Las embarazadas también suelen encontrar alivio utilizando almohadas largas o específicas para esta etapa, que permiten sostener el abdomen y las piernas al dormir de lado, una postura recomendada especialmente durante el segundo y el tercer trimestre de gestación.
Del mismo modo, quienes padecen reflujo gastroesofágico pueden beneficiarse de elevar ligeramente la parte superior del cuerpo durante el descanso.

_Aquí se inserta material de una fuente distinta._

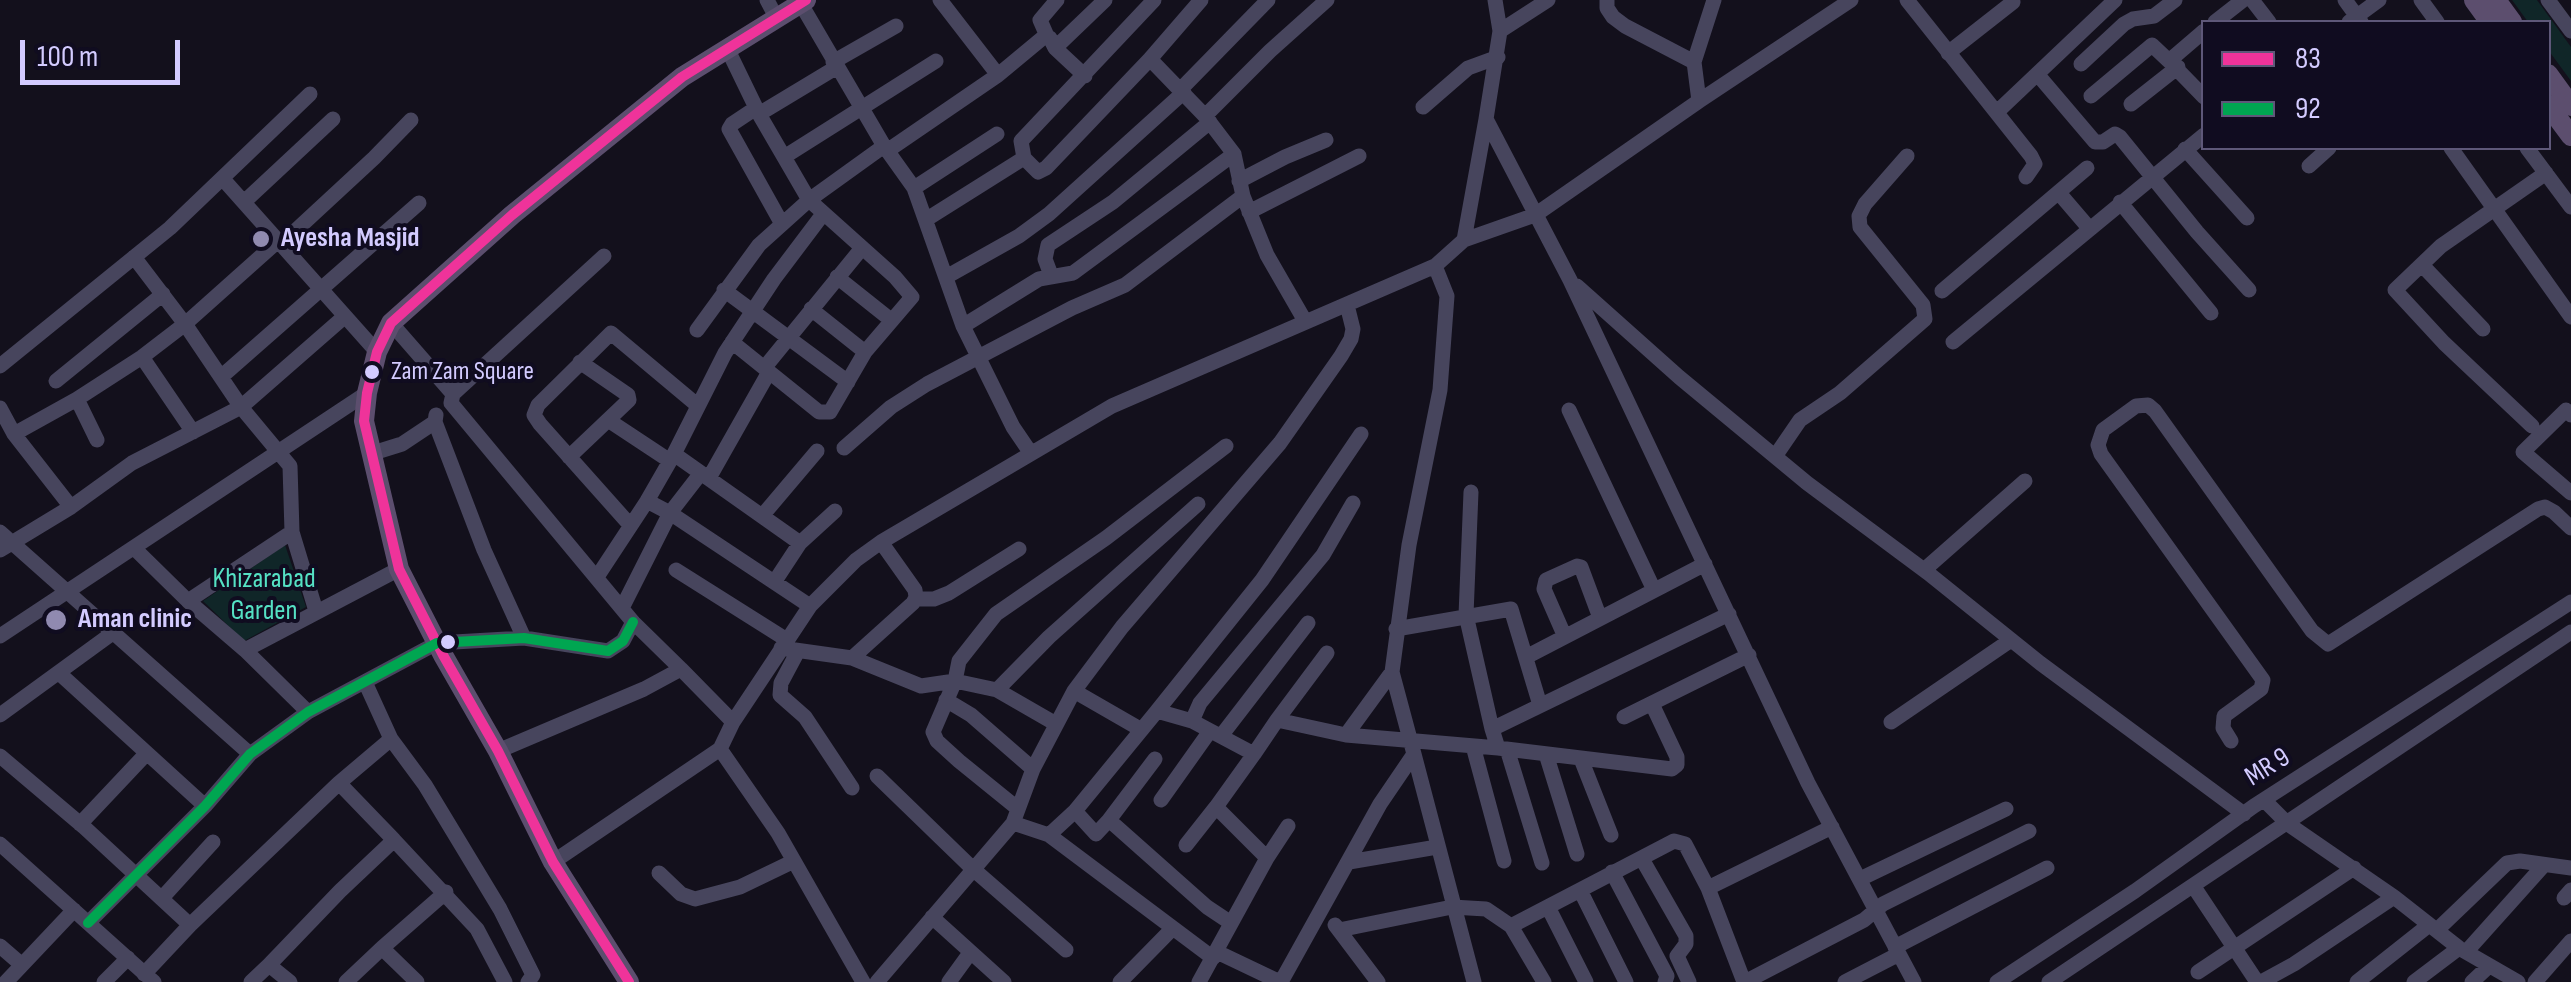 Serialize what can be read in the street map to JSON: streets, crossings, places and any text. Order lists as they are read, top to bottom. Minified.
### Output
{"streets":{"street":["MR 9"]},"parks":["Khizarabad Garden"],"places":["Ayesha Masjid","Zam Zam Square","Aman clinic"],"lines":["transit line 83","transit line 92"],"legend":["83","92"],"scale_bar":"100 m"} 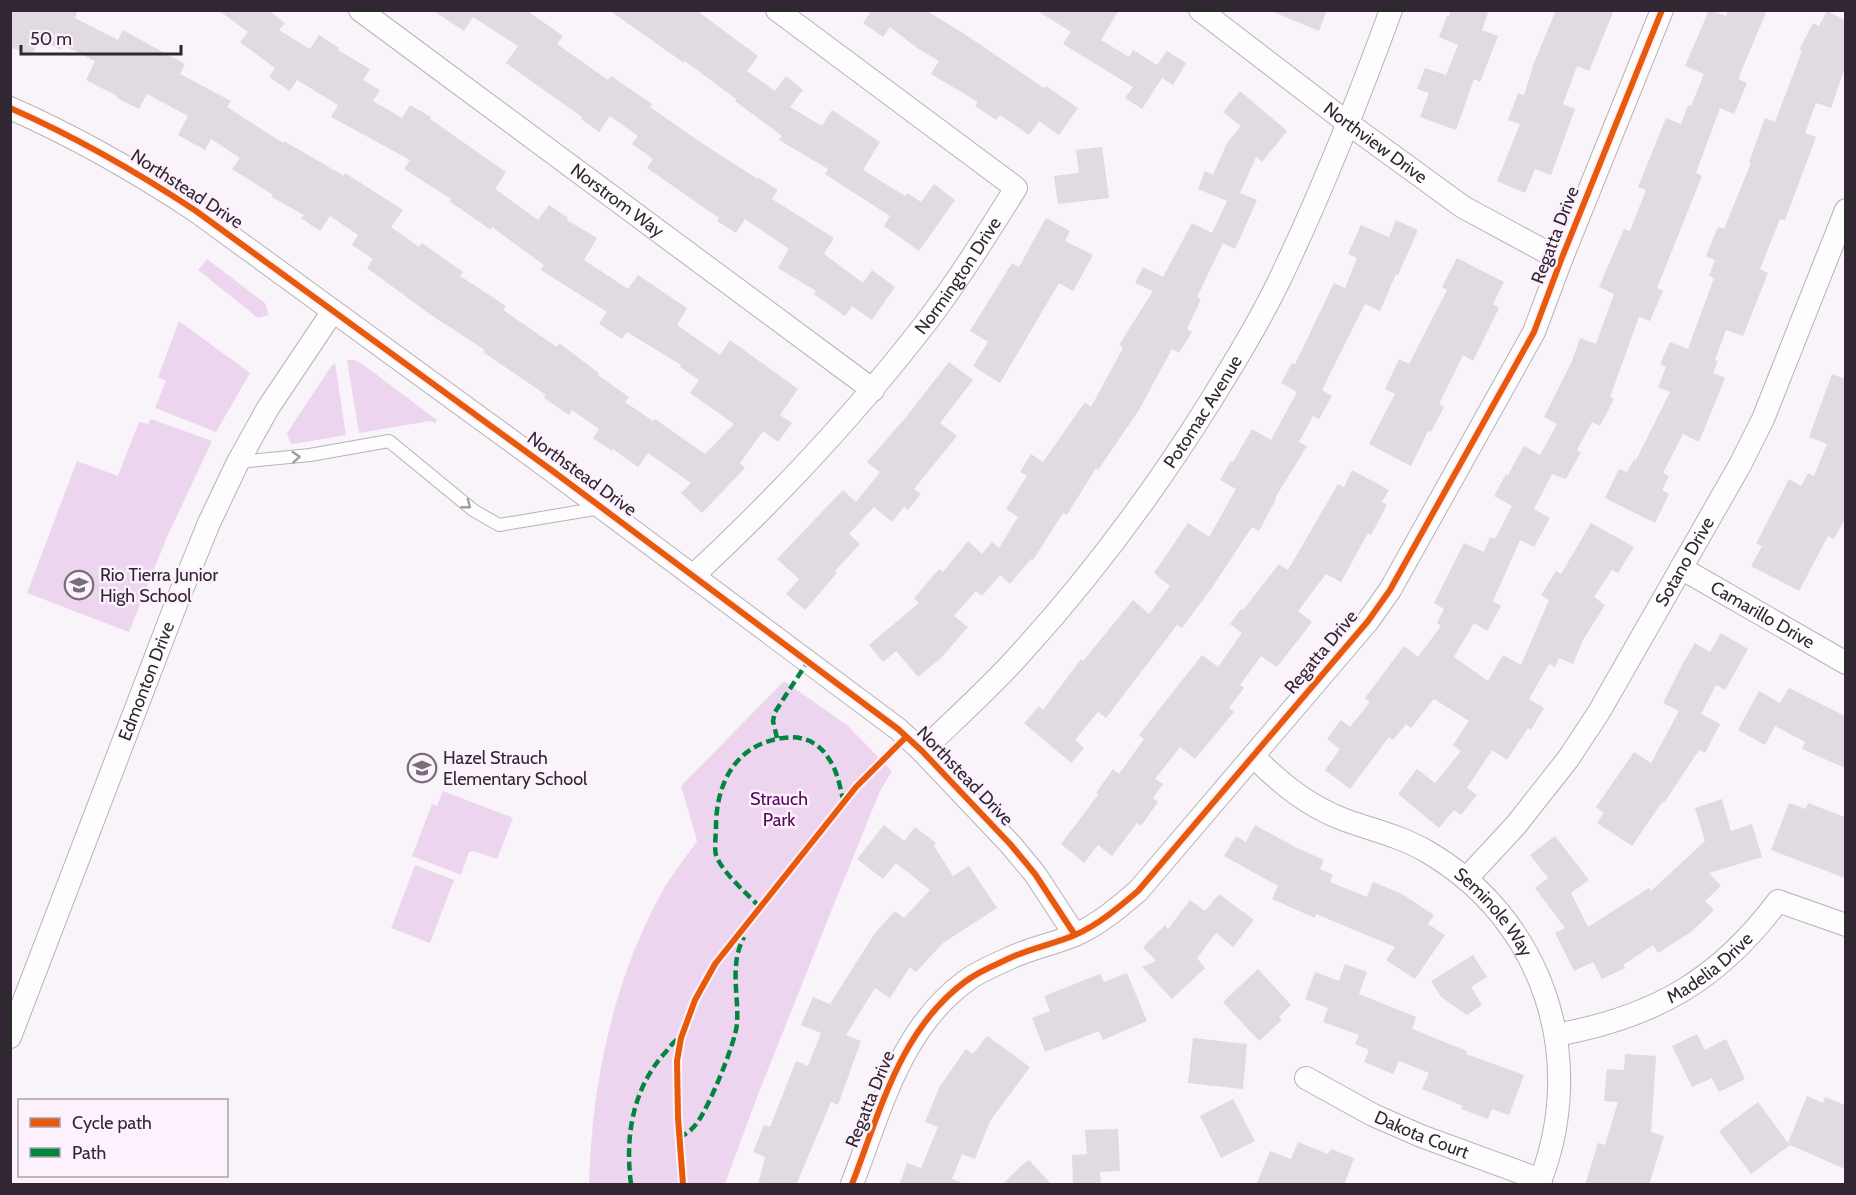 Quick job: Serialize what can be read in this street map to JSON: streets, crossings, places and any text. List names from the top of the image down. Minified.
{"streets":{"street":["Northview Drive","Northstead Drive","Norstrom Way","Regatta Drive","Normington Drive","Potomac Avenue","Sotano Drive","Camarillo Drive","Edmonton Drive","Seminole Way","Madelia Drive","Dakota Court"]},"crossings":[["Northview Drive","Regatta Drive"],["Northview Drive","Potomac Avenue"],["Northstead Drive","Regatta Drive"],["Northstead Drive","Normington Drive"],["Northstead Drive","Potomac Avenue"],["Northstead Drive","Edmonton Drive"],["Norstrom Way","Normington Drive"],["Regatta Drive","Seminole Way"],["Sotano Drive","Camarillo Drive"],["Sotano Drive","Seminole Way"],["Seminole Way","Madelia Drive"],["Seminole Way","Dakota Court"]],"parks":["Strauch Park"],"places":{"school or university":["Rio Tierra Junior High School","Hazel Strauch Elementary School"]},"legend":["Cycle path","Path"],"scale_bar":"50 m"}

En estos casos, los especialistas aconsejan elevar el cabecero de la cama o utilizar sistemas que eleven el tronco de forma progresiva, ya que apilar varias almohadas bajo la cabeza suele provocar una flexión excesiva del cuello sin conseguir el efecto deseado sobre el esófago.
¿Cada cuánto conviene cambiar la almohada?
Aunque muchas personas conservan la misma almohada durante años, los expertos de la Sleep Foundation recomiendan sustituirla aproximadamente cada dos o tres años, o antes si ha perdido firmeza, presenta deformaciones o ya no recupera su forma original tras utilizarla. Con el paso del tiempo también acumula ácaros, restos de piel, sudor y humedad, factores que pueden empeorar los síntomas de personas con alergias o asma.